* Working data *
━━━━━━━━━━━━━━━━━━━━
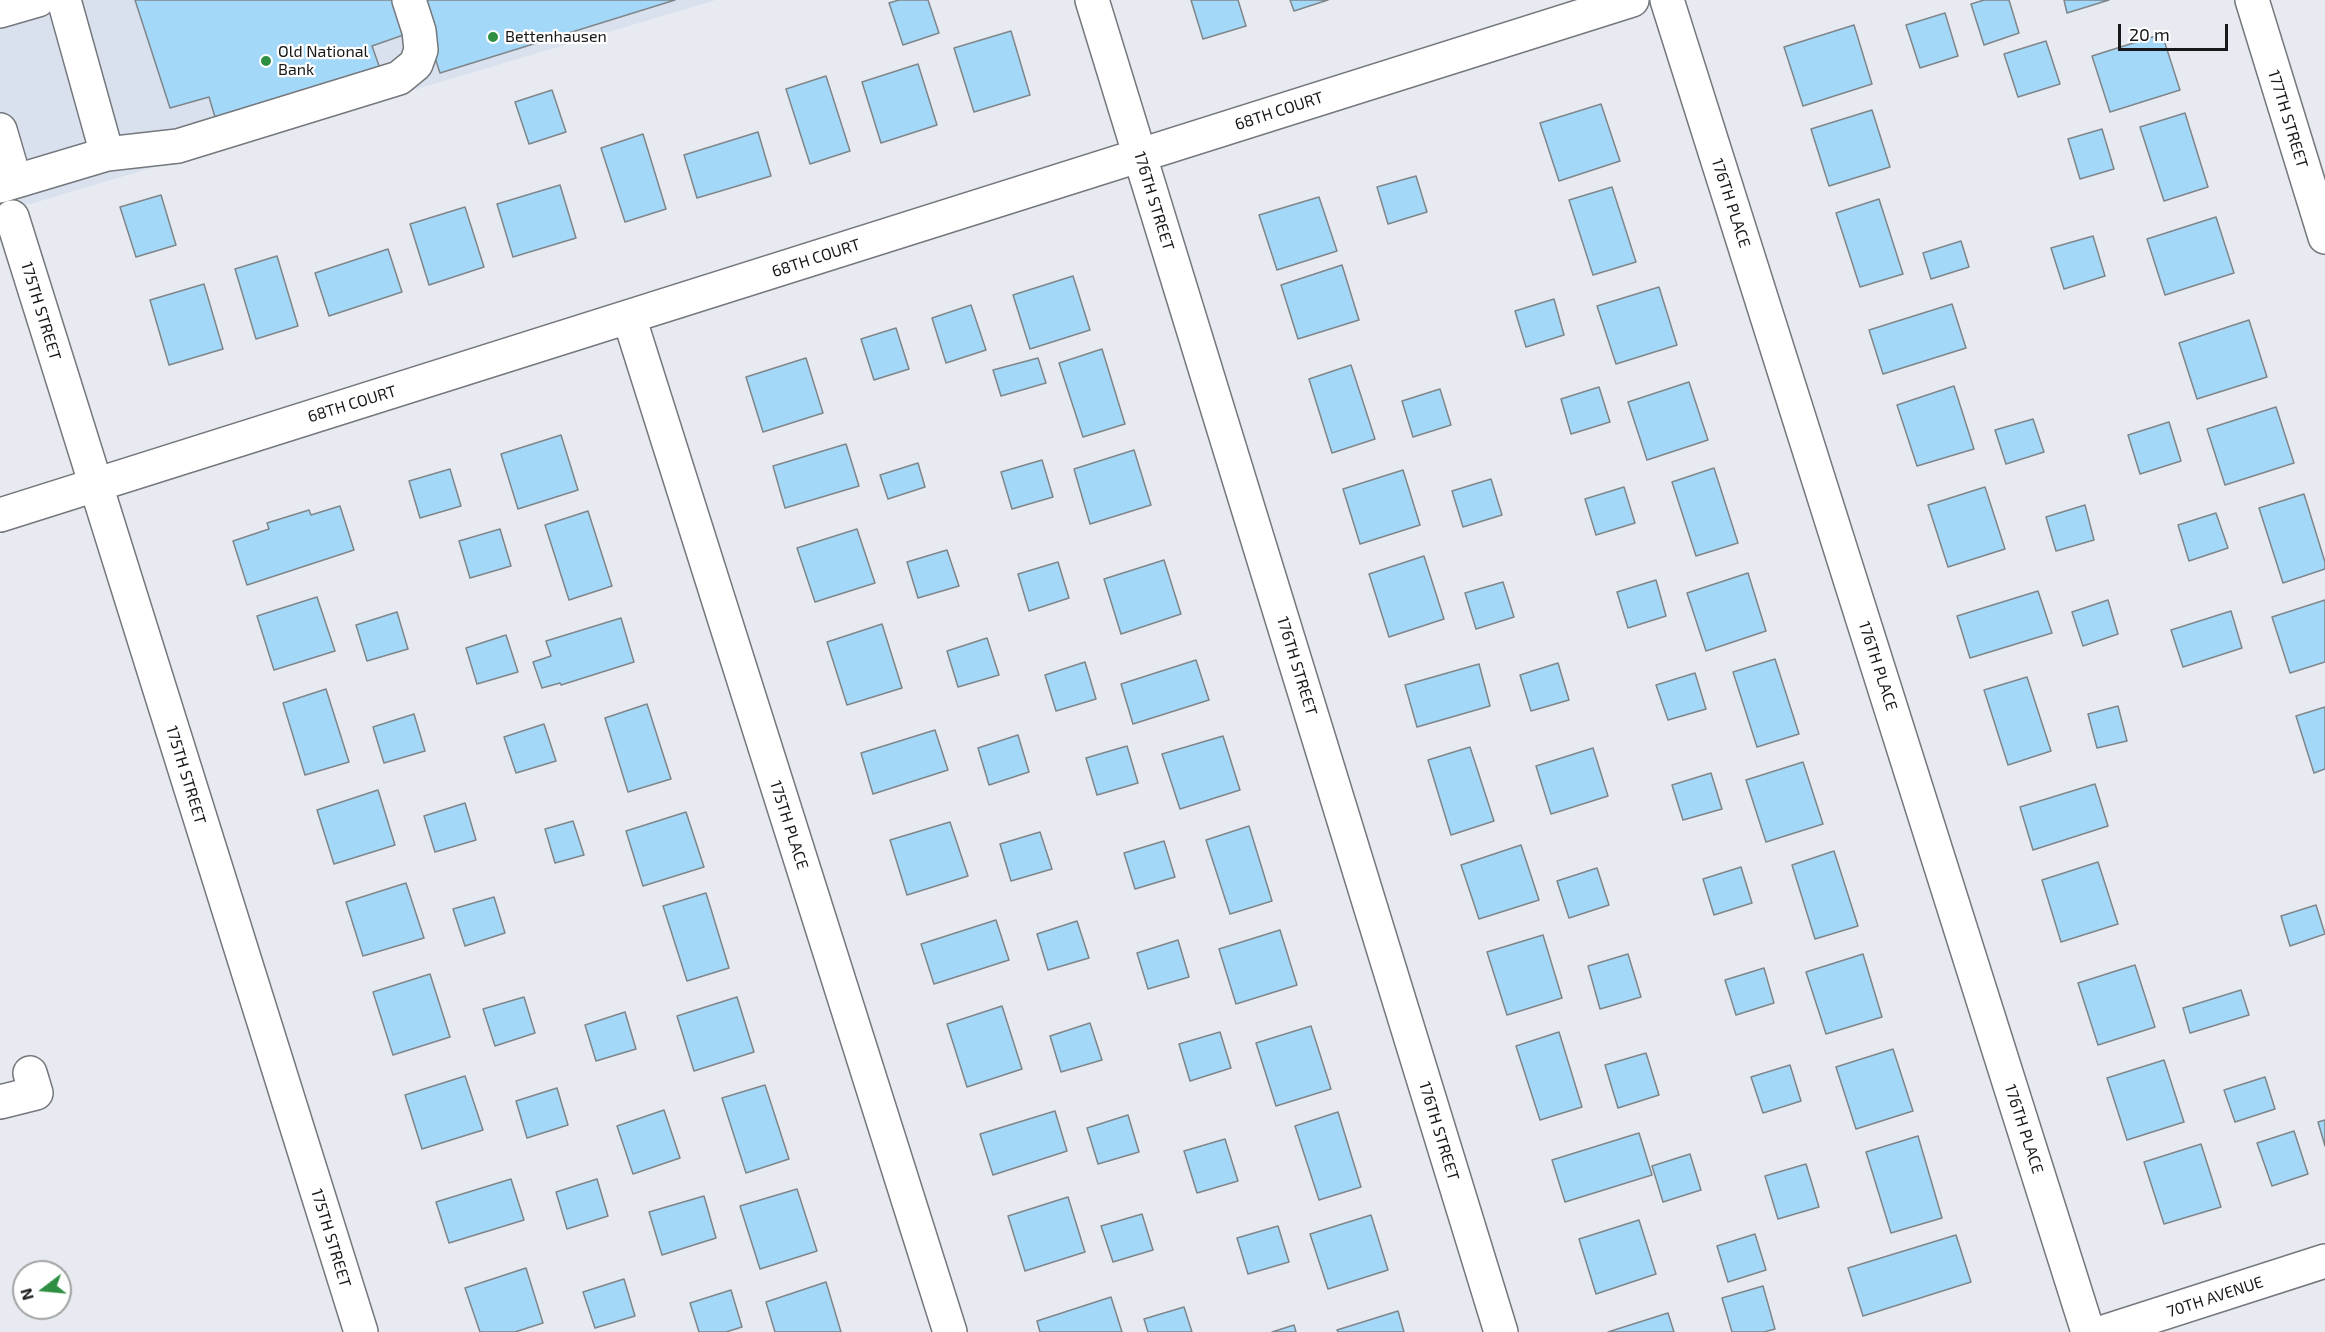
<!DOCTYPE html>
<html>
<head>
<meta charset="utf-8">
<style>
	body { margin:0 }
	#map { position:relative; width:2325px; height:1332px; overflow:hidden; background:#e7ebf1; font-family:"Exo 2",sans-serif }
	canvas { display:block }
	.north { position:absolute; left:12px; top:1260px; width:60px; height:60px; box-sizing:border-box; background:#fff; border:2px solid #a2a3a3; border-radius:50%; rotate:254deg; font-size:16px; font-weight:700; line-height:24px; text-align:center; color:#17181a }
	.north::after { content:''; display:block; margin:auto; width:21px; height:27px; background:#2e8f43; clip-path:polygon(50% 0,100% 100%,50% 72%,0 100%) }
	.scale { position:absolute; left:2118px; top:24px; width:110px; height:27px; box-sizing:border-box; border:3px solid #17181a; border-top:0; padding-left:8px; font-size:18px; line-height:21px; white-space:nowrap; color:#17181a; -webkit-text-stroke:4px #fff; paint-order:stroke }
</style>
</head>
<body>
<div id="map">
<canvas width="2325" height="1332"></canvas>
<div class="north">N</div>
<div class="scale">20 m</div>
</div>
<script>
const g = document.querySelector('canvas').getContext('2d');
g.lineJoin = 'round';
function paint(path, color) { g.fillStyle = color; g.fill(path, 'evenodd'); }
const poly = rows => new Path2D(rows.map(r => 'M' + r).join(''));
function trace(path, color, width, dash) { g.strokeStyle = color; g.lineWidth = width; g.lineCap = dash ? 'butt' : 'round'; g.setLineDash(dash || []); g.stroke(path); }
function write(font, color, halo, rows, align = 'center') {
  g.font = font + ' "Exo 2",sans-serif'; g.lineWidth = 4.5; g.setLineDash([]); g.textBaseline = 'middle'; g.strokeStyle = halo; g.fillStyle = color; for (const [text, x, y, turn = 0] of rows) {
    g.save(); g.translate(x, y); g.rotate((+turn || 0) * Math.PI / 180); g.textAlign = isNaN(turn) ? turn : align; if (halo) g.strokeText(text, 0, 0); g.fillText(text, 0, 0); g.restore();
  }
}
const built = poly([
	[0,0,716,0,30,204,0,206]
]);
const building = poly([
	[135,0,402,0,412,32,372,46,383,77,218,127,209,97,170,108,135,0],
	[416,0,675,0,440,73,416,0],
	[899,0,928,0,939,33,903,45,889,3,899,0],
	[1191,0,1238,0,1246,26,1203,39,1191,0],
	[1290,0,1328,0,1294,11,1290,0],
	[1984,0,2009,0,2019,33,1984,45,1971,4,1984,0],
	[2064,0,2109,0,2067,13,2064,0],
	[1945,13,1958,56,1920,68,1906,25,1945,13],
	[1854,25,1872,84,1803,106,1784,47,1854,25],
	[1011,31,1030,95,974,112,954,48,1011,31],
	[2162,34,2180,90,2110,112,2092,56,2162,34],
	[2046,41,2060,84,2018,97,2004,54,2046,41],
	[918,64,937,125,881,143,862,82,918,64],
	[826,76,850,151,810,164,786,89,826,76],
	[552,90,566,132,529,144,515,102,552,90],
	[1601,104,1620,161,1559,181,1540,123,1601,104],
	[1872,110,1890,167,1829,186,1811,129,1872,110],
	[2185,113,2208,187,2164,201,2140,127,2185,113],
	[2102,129,2114,169,2080,179,2068,139,2102,129],
	[758,132,771,176,697,198,684,155,758,132],
	[643,134,666,209,625,222,601,148,643,134],
	[1416,176,1427,212,1388,224,1377,187,1416,176],
	[560,185,576,238,513,257,497,204,560,185],
	[1612,187,1636,262,1593,275,1569,200,1612,187],
	[161,195,176,245,136,257,120,207,161,195],
	[1319,197,1337,251,1277,270,1259,215,1319,197],
	[1879,199,1903,274,1860,287,1836,213,1879,199],
	[465,207,484,267,429,285,410,224,465,207],
	[2216,217,2234,273,2165,295,2147,239,2216,217],
	[2093,236,2105,276,2064,289,2051,248,2093,236],
	[1961,241,1969,267,1931,279,1923,253,1961,241],
	[388,249,402,292,329,316,315,273,388,249],
	[277,256,298,326,256,339,235,269,277,256],
	[1342,265,1359,320,1298,339,1281,285,1342,265],
	[1073,276,1090,330,1030,349,1013,295,1073,276],
	[204,284,223,349,169,365,150,300,204,284],
	[1659,287,1677,345,1616,364,1597,306,1659,287],
	[1554,299,1564,335,1526,347,1515,311,1554,299],
	[1952,304,1966,348,1883,374,1869,330,1952,304],
	[971,305,986,350,946,363,932,318,971,305],
	[2249,320,2267,377,2197,399,2179,343,2249,320],
	[896,328,909,369,874,380,861,339,896,328],
	[1102,349,1125,424,1083,437,1059,363,1102,349],
	[806,358,823,413,763,432,746,377,806,358],
	[1038,358,1046,383,1001,396,993,370,1038,358],
	[1351,365,1375,439,1332,453,1309,379,1351,365],
	[1689,382,1708,440,1647,460,1628,402,1689,382],
	[1954,386,1974,449,1917,466,1897,405,1954,386],
	[1599,387,1610,422,1571,434,1561,399,1599,387],
	[1440,389,1451,425,1413,437,1402,401,1440,389],
	[2276,407,2294,463,2225,485,2207,429,2276,407],
	[2033,419,2044,452,2006,464,1995,430,2033,419],
	[2169,422,2181,461,2140,474,2128,435,2169,422],
	[561,435,578,490,518,509,501,454,561,435],
	[846,444,859,486,785,508,773,466,846,444],
	[1134,450,1151,505,1090,524,1074,469,1134,450],
	[1042,460,1053,497,1012,509,1001,472,1042,460],
	[918,463,925,487,888,499,880,475,918,463],
	[1714,468,1738,543,1696,556,1672,482,1714,468],
	[450,469,461,506,420,518,409,481,450,469],
	[1403,470,1420,525,1360,544,1343,489,1403,470],
	[1491,479,1502,515,1463,527,1452,491,1491,479],
	[1624,487,1635,523,1596,535,1585,499,1624,487],
	[1985,487,2005,549,1948,567,1928,505,1985,487],
	[2304,494,2325,562,2325,569,2283,583,2259,508,2304,494],
	[2085,505,2094,540,2056,551,2046,517,2085,505],
	[340,506,354,550,247,585,233,541,269,529,267,523,309,510,311,515,340,506],
	[588,511,612,586,569,600,545,525,588,511],
	[2216,513,2228,548,2189,561,2178,525,2216,513],
	[500,529,511,566,470,578,459,541,500,529],
	[857,529,875,583,815,602,797,548,857,529],
	[947,550,959,586,918,598,907,562,947,550],
	[1424,556,1444,619,1389,637,1369,574,1424,556],
	[1164,560,1181,614,1121,634,1104,579,1164,560],
	[1058,562,1069,598,1029,611,1018,574,1058,562],
	[1748,573,1766,631,1706,651,1687,593,1748,573],
	[1656,580,1666,616,1628,628,1617,592,1656,580],
	[1503,582,1514,617,1476,629,1465,593,1503,582],
	[2038,591,2052,633,1970,658,1957,616,2038,591],
	[317,597,335,651,274,670,257,616,317,597],
	[2108,600,2118,634,2083,646,2072,612,2108,600],
	[2325,600,2325,662,2290,673,2272,617,2325,600],
	[2231,611,2242,648,2183,667,2171,630,2231,611],
	[397,612,408,649,367,661,356,625,397,612],
	[621,618,634,662,561,685,560,683,542,688,533,662,551,656,546,641,621,618],
	[882,624,902,688,847,705,827,642,882,624],
	[506,635,518,672,477,684,466,648,506,635],
	[987,638,999,675,958,687,947,651,987,638],
	[1775,659,1799,734,1757,747,1733,672,1775,659],
	[1196,660,1209,700,1133,724,1121,684,1196,660],
	[1085,662,1096,699,1056,711,1045,675,1085,662],
	[1558,663,1569,700,1531,711,1520,675,1558,663],
	[1479,664,1490,706,1417,727,1405,685,1479,664],
	[1695,673,1706,709,1668,720,1656,685,1695,673],
	[2027,677,2051,751,2008,765,1984,690,2027,677],
	[326,689,349,762,305,775,283,703,326,689],
	[647,704,671,779,628,792,605,718,647,704],
	[2118,706,2127,741,2097,748,2088,714,2118,706],
	[2325,707,2325,769,2314,773,2296,716,2325,707],
	[414,714,425,751,384,763,373,727,414,714],
	[544,724,556,761,516,773,504,737,544,724],
	[935,730,948,770,873,794,861,753,935,730],
	[1018,735,1029,772,989,785,978,748,1018,735],
	[1223,736,1240,790,1180,809,1162,754,1223,736],
	[1127,746,1138,783,1097,795,1086,758,1127,746],
	[1470,747,1494,821,1451,835,1428,760,1470,747],
	[1593,748,1608,796,1551,814,1536,766,1593,748],
	[1803,762,1823,824,1766,842,1746,780,1803,762],
	[1711,773,1722,809,1683,820,1672,785,1711,773],
	[2095,784,2108,826,2033,850,2020,807,2095,784],
	[378,790,395,845,334,864,317,810,378,790],
	[465,803,476,840,435,852,424,816,465,803],
	[686,812,704,867,643,886,626,831,686,812],
	[573,821,584,855,555,863,545,829,573,821],
	[950,822,968,876,907,895,890,840,950,822],
	[1249,826,1272,901,1230,914,1206,840,1249,826],
	[1040,832,1052,869,1011,881,1000,844,1040,832],
	[1164,841,1175,877,1135,889,1124,853,1164,841],
	[1521,845,1539,900,1479,919,1461,865,1521,845],
	[1834,851,1858,926,1815,939,1792,865,1834,851],
	[2098,862,2118,924,2061,942,2042,880,2098,862],
	[1741,867,1752,903,1714,915,1703,879,1741,867],
	[1597,868,1609,905,1569,918,1557,881,1597,868],
	[406,883,424,938,363,956,346,902,406,883],
	[706,893,729,968,687,981,663,906,706,893],
	[494,897,505,933,465,946,453,909,494,897],
	[2316,905,2325,934,2290,946,2281,916,2316,905],
	[996,920,1009,960,934,984,921,944,996,920],
	[1077,921,1089,958,1048,970,1037,934,1077,921],
	[1280,930,1297,985,1236,1004,1219,949,1280,930],
	[1543,935,1562,998,1507,1015,1487,952,1543,935],
	[1178,940,1189,977,1148,989,1137,953,1178,940],
	[1628,954,1641,997,1600,1009,1588,966,1628,954],
	[1863,954,1882,1017,1826,1034,1806,972,1863,954],
	[2135,965,2155,1027,2098,1045,2078,983,2135,965],
	[1764,968,1774,1003,1736,1015,1725,980,1764,968],
	[430,974,450,1037,393,1055,373,992,430,974],
	[2241,990,2249,1015,2190,1033,2183,1008,2241,990],
	[524,997,535,1033,495,1046,483,1009,524,997],
	[737,997,754,1052,694,1071,677,1016,737,997],
	[1002,1006,1022,1069,967,1087,947,1024,1002,1006],
	[625,1012,636,1049,596,1061,585,1025,625,1012],
	[1090,1023,1102,1060,1061,1072,1050,1036,1090,1023],
	[1311,1026,1331,1089,1276,1106,1256,1043,1311,1026],
	[1220,1032,1231,1068,1190,1081,1179,1044,1220,1032],
	[1559,1032,1582,1107,1540,1120,1516,1046,1559,1032],
	[1893,1049,1913,1111,1856,1129,1836,1067,1893,1049],
	[1646,1053,1659,1095,1618,1108,1605,1065,1646,1053],
	[2164,1060,2184,1122,2127,1140,2107,1078,2164,1060],
	[1790,1065,1801,1101,1763,1113,1751,1077,1790,1065],
	[465,1076,483,1130,422,1149,405,1095,465,1076],
	[2265,1077,2275,1109,2235,1122,2224,1090,2265,1077],
	[765,1085,789,1159,746,1173,722,1098,765,1085],
	[557,1088,568,1125,527,1138,516,1101,557,1088],
	[664,1110,680,1158,633,1174,617,1126,664,1110],
	[1055,1111,1067,1151,993,1175,980,1134,1055,1111],
	[1338,1112,1361,1187,1319,1200,1295,1126,1338,1112],
	[1128,1115,1139,1152,1098,1164,1087,1128,1128,1115],
	[2325,1120,2325,1146,2318,1122,2325,1120],
	[2294,1131,2308,1174,2272,1186,2257,1143,2294,1131],
	[1639,1133,1652,1175,1565,1202,1552,1160,1639,1133],
	[1918,1136,1942,1218,1891,1233,1866,1152,1918,1136],
	[1225,1139,1238,1181,1197,1193,1184,1151,1225,1139],
	[2201,1144,2221,1207,2164,1224,2144,1162,2201,1144],
	[1690,1154,1701,1190,1663,1202,1652,1166,1690,1154],
	[1806,1164,1819,1207,1778,1219,1765,1176,1806,1164],
	[511,1179,524,1220,449,1243,436,1202,511,1179],
	[597,1179,608,1216,567,1229,556,1192,597,1179],
	[797,1189,817,1251,760,1269,740,1206,797,1189],
	[704,1196,716,1238,662,1255,649,1212,704,1196],
	[1068,1197,1085,1252,1025,1271,1008,1216,1068,1197],
	[1142,1214,1153,1250,1113,1262,1101,1226,1142,1214],
	[1371,1215,1388,1270,1328,1289,1310,1234,1371,1215],
	[1639,1220,1656,1274,1596,1294,1579,1239,1639,1220],
	[1278,1226,1289,1262,1248,1274,1237,1238,1278,1226],
	[1755,1234,1766,1270,1728,1282,1717,1246,1755,1234],
	[1956,1235,1971,1282,1863,1316,1848,1268,1956,1235],
	[526,1268,543,1323,515,1332,480,1332,465,1288,526,1268],
	[624,1279,635,1316,595,1328,583,1292,624,1279],
	[826,1282,841,1332,775,1332,766,1302,826,1282],
	[1763,1286,1775,1329,1764,1332,1732,1332,1722,1298,1763,1286],
	[731,1290,742,1327,726,1332,699,1332,690,1303,731,1290],
	[1111,1297,1122,1332,1040,1332,1037,1321,1111,1297],
	[1184,1307,1192,1332,1148,1332,1144,1319,1184,1307],
	[1398,1311,1404,1332,1338,1332,1337,1330,1398,1311],
	[1668,1313,1674,1332,1608,1332,1668,1313],
	[1294,1325,1296,1332,1272,1332,1294,1325]
]);
const minor = poly([
	[64,0,107,154],
	[1092,0,1501,1332],
	[1667,0,2088,1332],
	[2252,0,2325,237],
	[0,11,38,0],
	[0,130,15,181],
	[0,186,107,154,178,146,399,78,416,64,421,50,419,31,409,0],
	[12,217,361,1332],
	[629,317,950,1332],
	[0,515,1632,0],
	[0,1102,36,1093,30,1073],
	[2104,1332,2325,1261]
]);
const markers = [
	[493,37,6,"#2e8f43"],
	[266,61,6,"#2e8f43"]
];
const poiNames = [
	["Bettenhausen",505,37],
	["Old National",278,52],
	["Bank",278,70]
];
const streetNames = [
	["68TH COURT",1279,111,-18],
	["177TH STREET",2288,119,73],
	["176TH STREET",1154,201,73],
	["176TH PLACE",1731,203,72],
	["68TH COURT",816,258,-18],
	["175TH STREET",41,311,73],
	["68TH COURT",352,404,-17],
	["176TH STREET",1297,666,73],
	["176TH PLACE",1878,666,72],
	["175TH STREET",186,775,73],
	["175TH PLACE",789,825,72],
	["176TH PLACE",2024,1129,72],
	["176TH STREET",1439,1131,73],
	["175TH STREET",331,1238,73],
	["70TH AVENUE",2215,1297,-18]
];
paint(built, '#d8e1ed');
paint(building, '#a4d8f9');
trace(building, '#7f8589', 1.5);
trace(minor, '#74777c', 36);
trace(minor, '#fff', 33);
for (const [x, y, r, color] of markers) { const dot = new Path2D(); dot.arc(x, y, r, 0, 2 * Math.PI); g.fillStyle = color; g.fill(dot); trace(dot, '#fff', 2); }
write('16px', '#17181a', '#fff', poiNames, 'left');
write('16px', '#17181a', '#fff', streetNames);
</script>
</body>
</html>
━━━━━━━━━━━━━━━━━━━━
* Description of the task *
Every line above that has the string "minor" needs to be copied.

* Solution for this task *
const minor = poly([
trace(minor, '#74777c', 36);
trace(minor, '#fff', 33);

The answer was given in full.